In any discussion of voting or not, I think it’s disrespectful to their struggle not to acknowledge that winning the right to vote took some people’s lives. Not just their life’s work, which is plenty, but their actual life. We can’t discuss choosing to vote or not without acknowledging that for many people, in the past – and still – the simple opportunity to vote was (is) denied them by those in power.
And yes, there are many won-rights we in the relatively-wealthy-west, the first world (whichever phrase you prefer for those of us who have the luxury of sitting around discussing voting, or even marching down streets protesting, about how we don’t believe in the system) that most of us take for granted. Rights we assume are ours by right and therefore get on with living with those rights without acknowledging the lineage. And yes, if we were to acknowledge the lineage of every action we take, it might be a little tricky to move forward at all, ever.
And yet … the Civil Rights struggle in the USA was so very recent, in my own lifetime. The struggle for women to vote, for universal suffrage, for people without property, people of colour, to vote was so recent, within the past century … that actually not-voting, not going to the polling booth, not turning out, not choosing to spoil the ballot paper and be counted that way, does feel, to me, like an abdication.
Spoilt ballot papers are counted.
Those of us who just don’t vote, are not.

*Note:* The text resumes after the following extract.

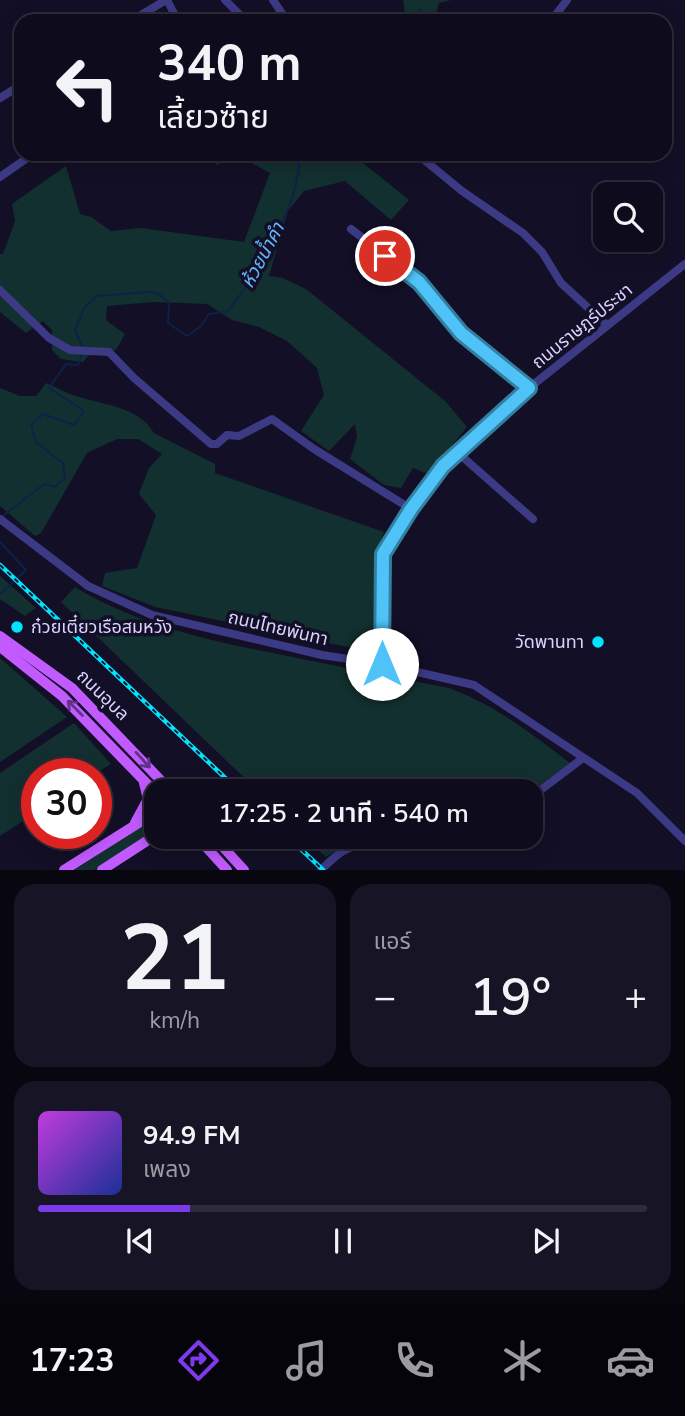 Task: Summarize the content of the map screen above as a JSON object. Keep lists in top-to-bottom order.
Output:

If we don’t believe in the system then WE have to change it.
But I want offers of how, not just calls for unspecified and wide-ranging ‘revolution’.
I want suggestions of an alternative way to do it, not just “it’s all shit, I don’t believe in any of it”.
I want to make a difference. I want to be doing stuff. I want to be active.
Choosing to disengage feels like inactivity to me. It feels like stepping back.
And it’s not that I too, don’t feel disillusioned – it’s not as if I voted for a coalition in Britain (for any part of it). Of course I’m worried and disillusioned to a degree. I’d be daft not to be.
But I honestly can’t think of a single revolution that worked, long-term, and didn’t, at the same time, disenfranchise another part of the population.
I’m all for the redistribution of wealth. Always have been.
I too, want a radical left that works. Always have done.
But I think we make more of a difference by being in it than by standing back.
I think we each make change faster by changing ourselves and letting that ripple out, than by decrying it all and offering no alternatives other than to rip the lot down.
The Buddhism I practice speaks of individual human revolution. The personal change, the personal efforts, that make a difference for all.
And I honestly do see voting (spoilt ballots too) as an agent for change. It’s a way to use your voice. It’s a way to be counted.
And, however screwed our system, however predicated on the absurdly outdated values of rampant capitalism, however formulaic and stuck that system is, I would rather be counted than not. I’d rather be in it than not, working to make change, than outside saying it just doesn’t work.
My choice is to be engaged with, rather than without.
(Of course there are loads of ways to be engaged, I choose my vote as one of them.)
So, speaking of engagement, I come back, as ever, to the Fun Palaces project. Massive public engagement, across the UK and beyond, around arts, culture and sciences, solidly community-and-locally-based to create great events for and with local people, working from within communities to make a difference around engagement nationwide. You might want to join in.
Do you remember that long long line of people stretching out into the South African countryside of people registering to make their precious vote? Many had walked for miles.That image is what makes me use my vote and not take it for granted.